Tras unos pocos meses ufanos en los que todos se vanagloriaban de tener la población «más feliz» del mundo, y habiendo establecido por ley cual era la curvatura mínima que debía lucir una sonrisa dichosa, pronto empezó a vislumbrarse que entre todas aquellas sonrisas impecables, algunas brillaban más que otras. Había gente «mucho más feliz» entre la gente «más feliz». 
   La presidenta Alaia era incapaz de soportar que hubiese gente mucho más feliz que otra, porque esto implicaba a su vez que había gente mucho más infeliz, y reviviendo los meses de esplendor inmaculado que obtuviera tras la primera purga, decidió de un modo empírico repetir la depuración, a sabiendas de que cualquier otro intento sería estéril.

   Tras dos purgas en apenas diez meses, el resultado era un país medio vacío, en el que a duras penas quedaban ahora unas pocas decenas de miles de personas. Eso sí, las «mucho más felices». Estas ya tenían un lenguaje corporal que era indescifrable en condiciones normales, con gestos y muecas forzadas hasta el dolor maxilar, con sonrisas propias de quien contrae el rostro con obscenidad.     Una alegría surgida de un eretismo facial insostenible.
   Sus semblantes parecían máscaras tensas de sonrisa vesánica, casi uniformes. Pero solo casi.
   Enseguida se descubrió que había gente «aún mucho más feliz», que no todos lograban el mismo punto álgido de felicidad. Y, sin remisión, tuvo lugar otra purga más. ¿Para qué posponerla amargando a los de la cumbre de la felicidad?
   Y así el país se fue desocupando mientras el nivel de exigencia, el listón de la felicidad, se disparaba hasta límites difícilmente alcanzables por un ser humano mentalmente sano. Y mucho menos por la fuerza.
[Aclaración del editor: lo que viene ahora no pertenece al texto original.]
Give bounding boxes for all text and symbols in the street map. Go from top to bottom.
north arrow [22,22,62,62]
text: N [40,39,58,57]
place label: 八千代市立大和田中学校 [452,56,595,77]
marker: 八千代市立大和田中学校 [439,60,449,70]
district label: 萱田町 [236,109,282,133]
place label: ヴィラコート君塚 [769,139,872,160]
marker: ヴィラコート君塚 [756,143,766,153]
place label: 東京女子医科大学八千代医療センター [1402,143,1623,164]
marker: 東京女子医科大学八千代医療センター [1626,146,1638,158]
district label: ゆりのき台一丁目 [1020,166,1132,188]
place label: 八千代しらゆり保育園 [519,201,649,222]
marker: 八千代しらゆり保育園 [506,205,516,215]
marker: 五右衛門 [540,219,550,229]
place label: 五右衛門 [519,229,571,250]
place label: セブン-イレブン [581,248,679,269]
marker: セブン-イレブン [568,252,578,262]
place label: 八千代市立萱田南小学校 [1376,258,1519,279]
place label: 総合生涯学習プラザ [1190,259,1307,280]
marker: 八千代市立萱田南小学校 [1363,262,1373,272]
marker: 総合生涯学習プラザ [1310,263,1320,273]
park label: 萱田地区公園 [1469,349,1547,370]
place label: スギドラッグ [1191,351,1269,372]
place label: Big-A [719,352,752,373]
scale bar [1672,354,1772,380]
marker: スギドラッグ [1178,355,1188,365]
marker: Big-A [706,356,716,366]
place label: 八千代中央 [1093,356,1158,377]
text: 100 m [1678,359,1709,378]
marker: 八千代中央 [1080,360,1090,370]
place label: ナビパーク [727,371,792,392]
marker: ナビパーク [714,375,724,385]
   Para cuando quiso darse cuenta, tras sucesivas purgas, Alaia se había quedado prácticamente sola, con apenas diez o quince de sus súbditos. Aunque eran los «extremada y superiormente felices».
Valiéndose de la profilaxis había depurado a su país de cualquier interferencia de infelicidad o tristeza y lo había aupado a la élite de la alegría mundial. 

   La felicidad más pura inundó todo su mundo, ¡y qué sola se sintió entonces!

   A veces deambulaba por las calles desiertas, o visitaba aquellos enclaves antaño poblados hasta la cencerreta por gente eufórica, gozosa de vivir. Y torciendo el gesto, no podía evitar llorar.       Pero de alegría, de alegría, no penséis mal. Otra cosa era inconcebible.
   Allí se quedaba, mirando al horizonte vacío, reflexionando sobre los límites de la felicidad, sobre las fronteras de Eudaimonia. Y siendo muy dura consigo misma, aunque movida por una ávida intriga, se preguntaba: ¿Cómo determinar dónde empiezan la alegría o la tristeza? ¿Dónde acaban?
–Ay querida –terminó por decirse a sí misma pocas horas antes de dimitir y volver a su antiguo hogar llorando sin consuelo posible– la tristeza y la alegría no son cosas opuestas. No existe tal antinomia. Has luchado en vano. La tristeza y la alegría son la misma cosa… que tan solo difiere en grado.